The listing below has to be output exactly as given, less its pictures.

• Information given
◇ ◇ ◇ ◇ ◇

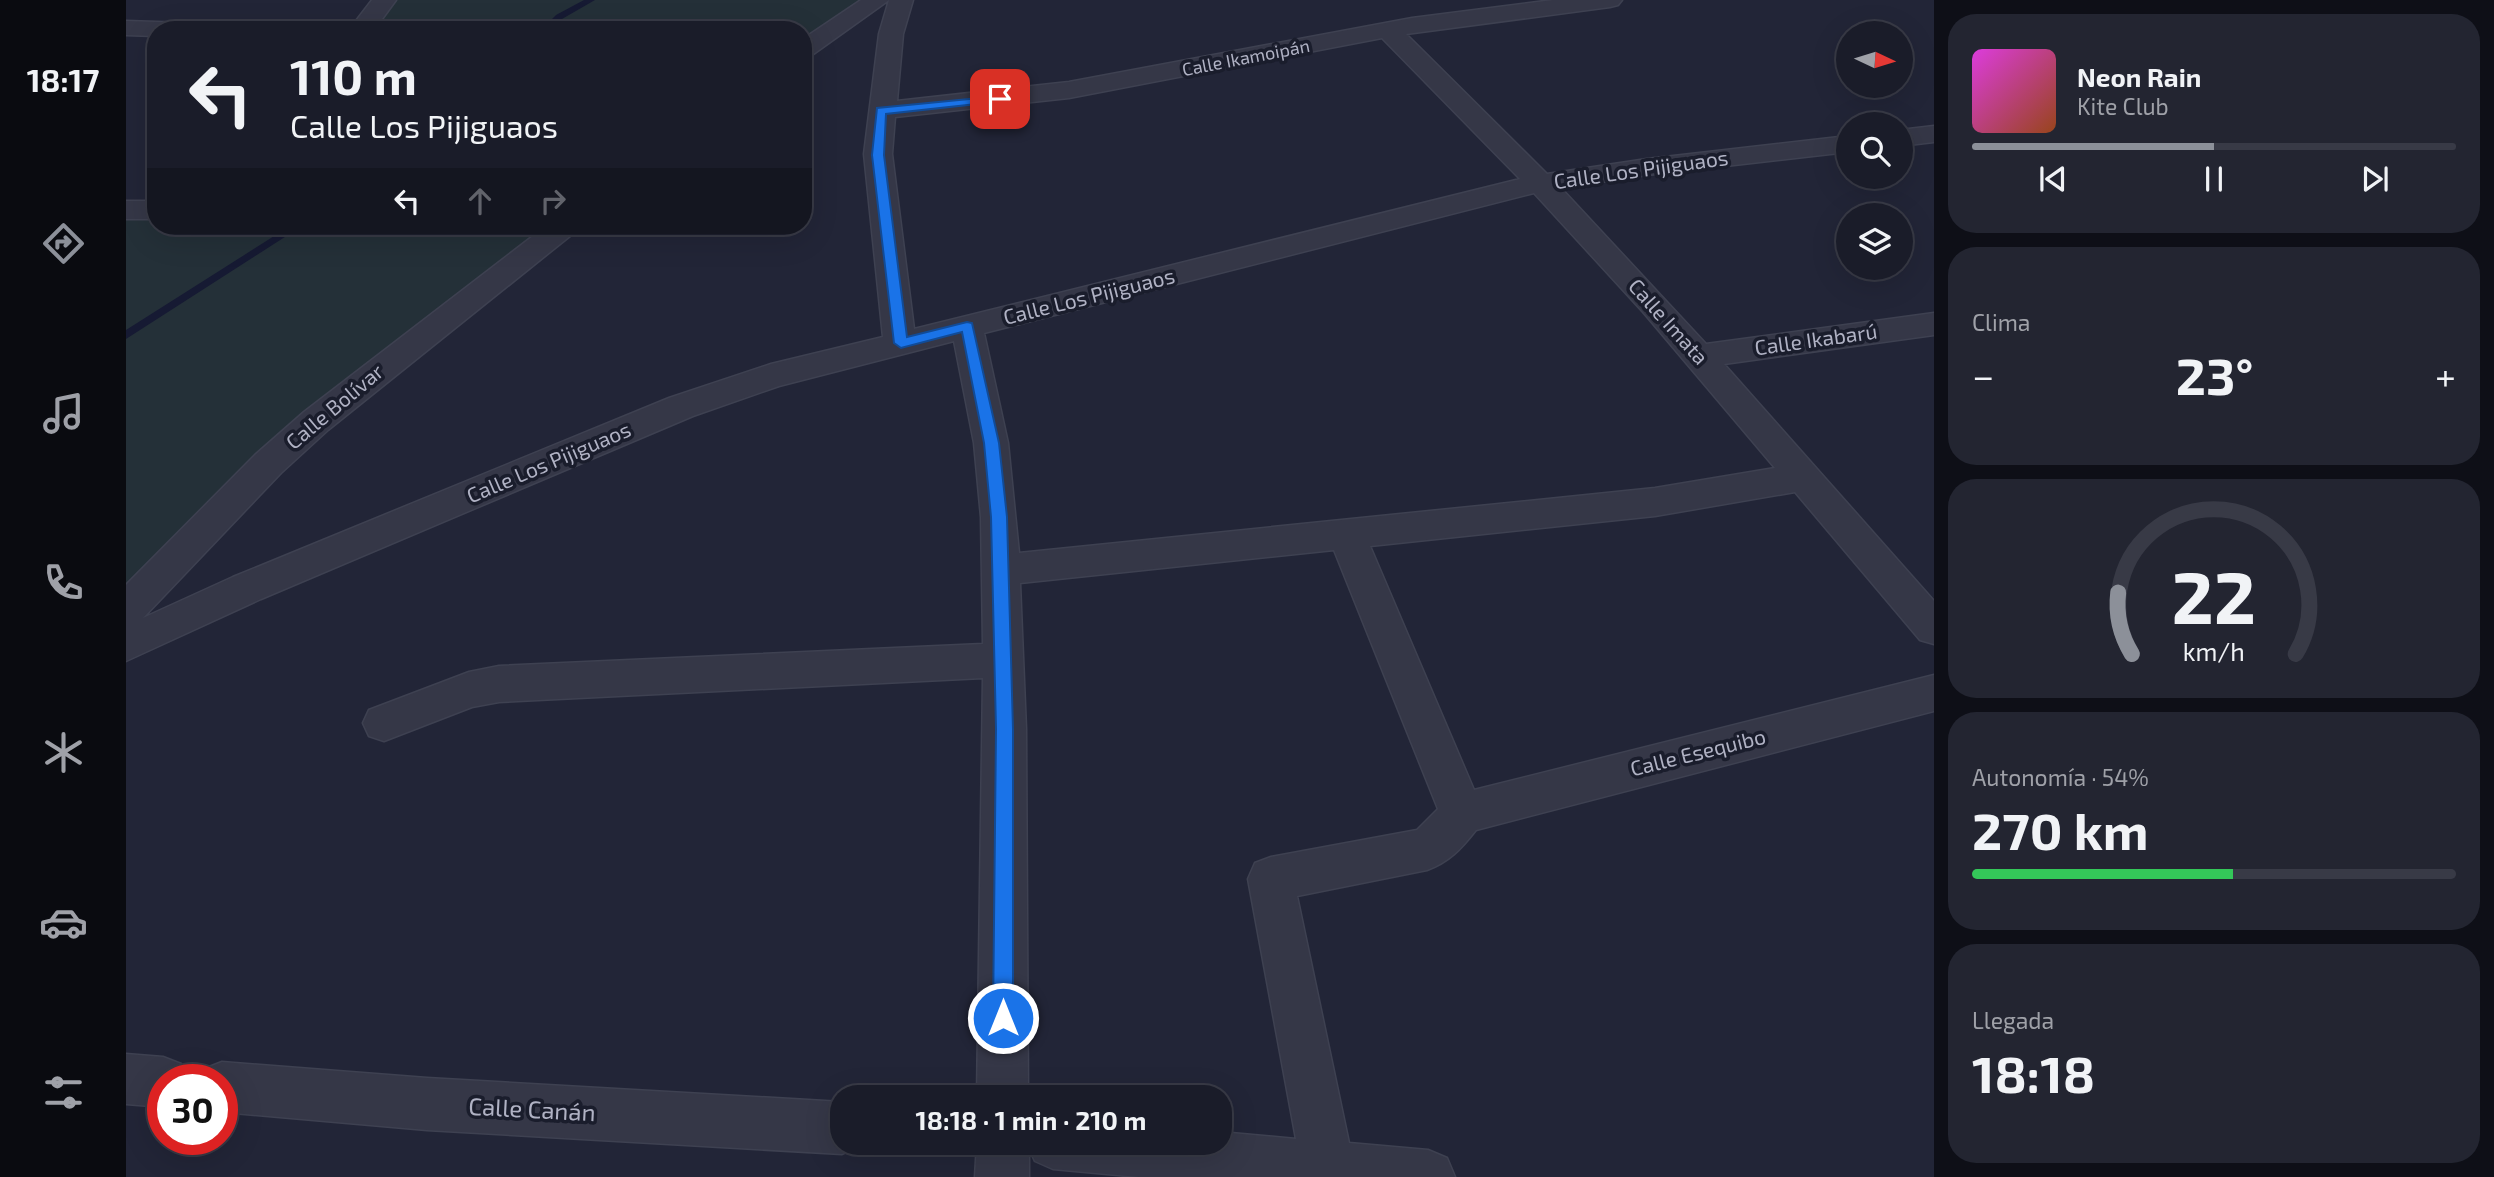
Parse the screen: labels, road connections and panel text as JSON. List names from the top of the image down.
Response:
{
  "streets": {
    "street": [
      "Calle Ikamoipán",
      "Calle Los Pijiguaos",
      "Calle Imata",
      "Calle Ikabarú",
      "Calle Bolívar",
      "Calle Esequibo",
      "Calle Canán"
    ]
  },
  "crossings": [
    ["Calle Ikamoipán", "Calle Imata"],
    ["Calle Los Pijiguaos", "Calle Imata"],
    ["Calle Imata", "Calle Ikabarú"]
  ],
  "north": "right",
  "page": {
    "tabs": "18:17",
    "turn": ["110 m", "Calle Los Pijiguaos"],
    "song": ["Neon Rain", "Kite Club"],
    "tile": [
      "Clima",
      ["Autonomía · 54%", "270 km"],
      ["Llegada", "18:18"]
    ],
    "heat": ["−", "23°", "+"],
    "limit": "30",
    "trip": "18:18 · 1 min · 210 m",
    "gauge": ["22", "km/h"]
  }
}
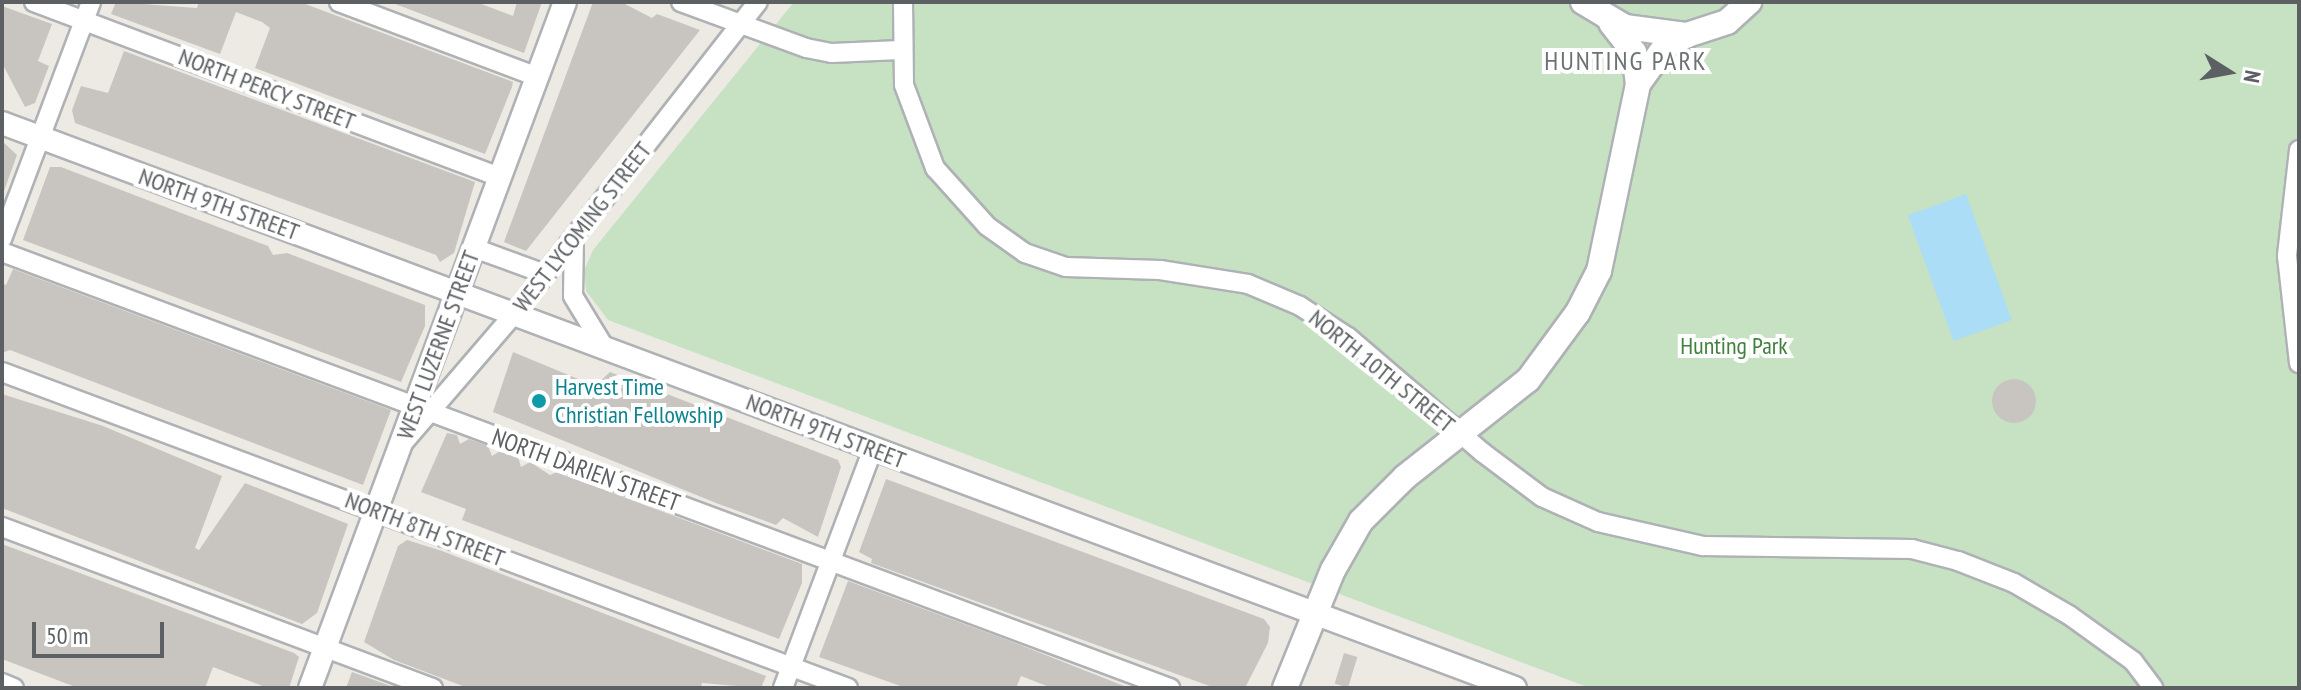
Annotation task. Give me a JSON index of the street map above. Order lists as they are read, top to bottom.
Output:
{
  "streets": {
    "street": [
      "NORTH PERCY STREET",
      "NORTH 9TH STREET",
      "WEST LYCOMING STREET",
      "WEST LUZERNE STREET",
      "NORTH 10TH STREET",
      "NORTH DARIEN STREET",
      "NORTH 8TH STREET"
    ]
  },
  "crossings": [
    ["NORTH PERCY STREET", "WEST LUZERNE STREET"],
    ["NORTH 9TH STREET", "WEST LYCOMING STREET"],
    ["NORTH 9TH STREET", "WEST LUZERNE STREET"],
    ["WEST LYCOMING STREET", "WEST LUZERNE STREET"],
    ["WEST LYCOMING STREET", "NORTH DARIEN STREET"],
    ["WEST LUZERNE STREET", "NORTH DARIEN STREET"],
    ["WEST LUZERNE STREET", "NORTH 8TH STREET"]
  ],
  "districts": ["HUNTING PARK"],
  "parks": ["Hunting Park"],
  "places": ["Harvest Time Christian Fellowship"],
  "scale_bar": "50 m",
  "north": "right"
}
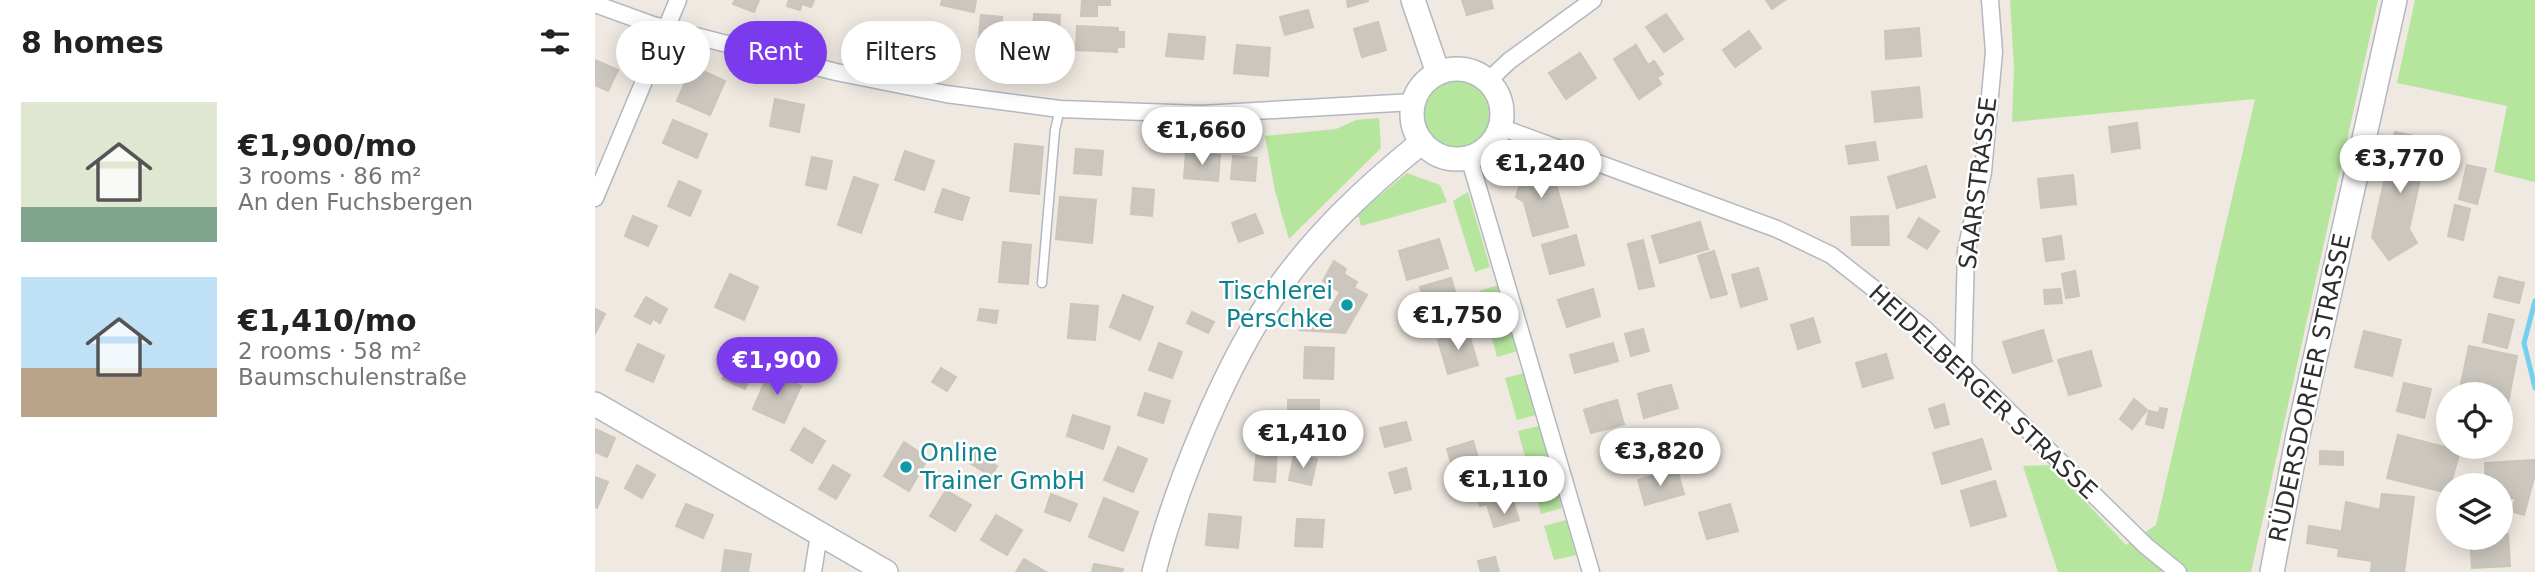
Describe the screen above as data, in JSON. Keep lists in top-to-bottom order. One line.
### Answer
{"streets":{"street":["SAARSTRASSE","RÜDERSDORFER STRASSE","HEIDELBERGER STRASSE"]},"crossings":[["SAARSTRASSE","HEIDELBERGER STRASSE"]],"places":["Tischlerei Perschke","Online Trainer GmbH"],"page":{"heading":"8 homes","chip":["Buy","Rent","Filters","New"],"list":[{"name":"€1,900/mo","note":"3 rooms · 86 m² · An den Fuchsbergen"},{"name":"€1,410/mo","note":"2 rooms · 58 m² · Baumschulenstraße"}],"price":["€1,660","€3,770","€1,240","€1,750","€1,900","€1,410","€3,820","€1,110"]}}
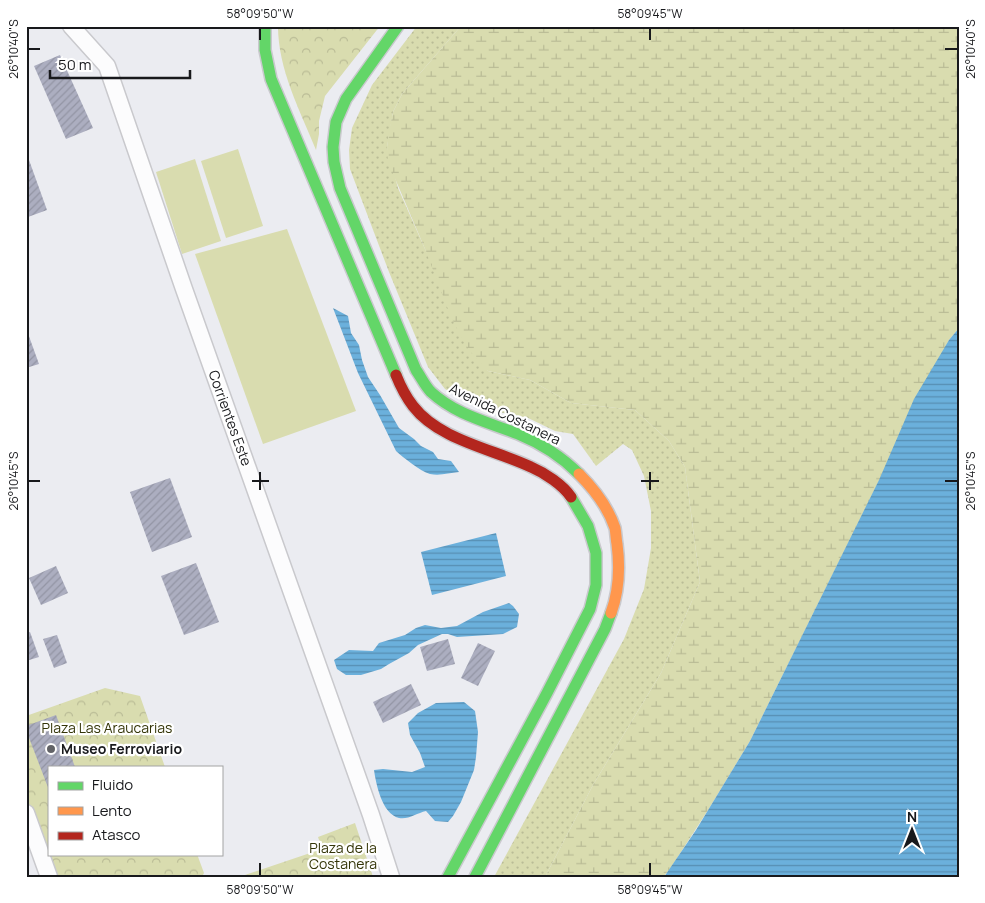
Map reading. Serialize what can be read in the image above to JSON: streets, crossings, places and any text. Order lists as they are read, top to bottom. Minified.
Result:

◇ ◇ ◇ ◇ ◇

• Written answer
Parse the screen: labels, road connections and panel text as JSON. List names from the top of the image down.
Response:
{
  "streets": {
    "street": [
      "Calle Ikamoipán",
      "Calle Los Pijiguaos",
      "Calle Imata",
      "Calle Ikabarú",
      "Calle Bolívar",
      "Calle Esequibo",
      "Calle Canán"
    ]
  },
  "crossings": [
    ["Calle Ikamoipán", "Calle Imata"],
    ["Calle Los Pijiguaos", "Calle Imata"],
    ["Calle Imata", "Calle Ikabarú"]
  ],
  "north": "right",
  "page": {
    "tabs": "18:17",
    "turn": ["110 m", "Calle Los Pijiguaos"],
    "song": ["Neon Rain", "Kite Club"],
    "tile": [
      "Clima",
      ["Autonomía · 54%", "270 km"],
      ["Llegada", "18:18"]
    ],
    "heat": ["−", "23°", "+"],
    "limit": "30",
    "trip": "18:18 · 1 min · 210 m",
    "gauge": ["22", "km/h"]
  }
}
Annotation task. Give me a JSON index of the street map above. Order lists as they are read, top to bottom.
Output:
{
  "streets": {
    "street": [
      "NORTH PERCY STREET",
      "NORTH 9TH STREET",
      "WEST LYCOMING STREET",
      "WEST LUZERNE STREET",
      "NORTH 10TH STREET",
      "NORTH DARIEN STREET",
      "NORTH 8TH STREET"
    ]
  },
  "crossings": [
    ["NORTH PERCY STREET", "WEST LUZERNE STREET"],
    ["NORTH 9TH STREET", "WEST LYCOMING STREET"],
    ["NORTH 9TH STREET", "WEST LUZERNE STREET"],
    ["WEST LYCOMING STREET", "WEST LUZERNE STREET"],
    ["WEST LYCOMING STREET", "NORTH DARIEN STREET"],
    ["WEST LUZERNE STREET", "NORTH DARIEN STREET"],
    ["WEST LUZERNE STREET", "NORTH 8TH STREET"]
  ],
  "districts": ["HUNTING PARK"],
  "parks": ["Hunting Park"],
  "places": ["Harvest Time Christian Fellowship"],
  "scale_bar": "50 m",
  "north": "right"
}
Describe the screen above as data, in JSON. Keep lists in top-to-bottom order. One line.
### Answer
{"streets":{"street":["SAARSTRASSE","RÜDERSDORFER STRASSE","HEIDELBERGER STRASSE"]},"crossings":[["SAARSTRASSE","HEIDELBERGER STRASSE"]],"places":["Tischlerei Perschke","Online Trainer GmbH"],"page":{"heading":"8 homes","chip":["Buy","Rent","Filters","New"],"list":[{"name":"€1,900/mo","note":"3 rooms · 86 m² · An den Fuchsbergen"},{"name":"€1,410/mo","note":"2 rooms · 58 m² · Baumschulenstraße"}],"price":["€1,660","€3,770","€1,240","€1,750","€1,900","€1,410","€3,820","€1,110"]}}
Map reading. Serialize what can be read in the image above to JSON: streets, crossings, places and any text. Order lists as they are read, top to bottom. Minified.
Result:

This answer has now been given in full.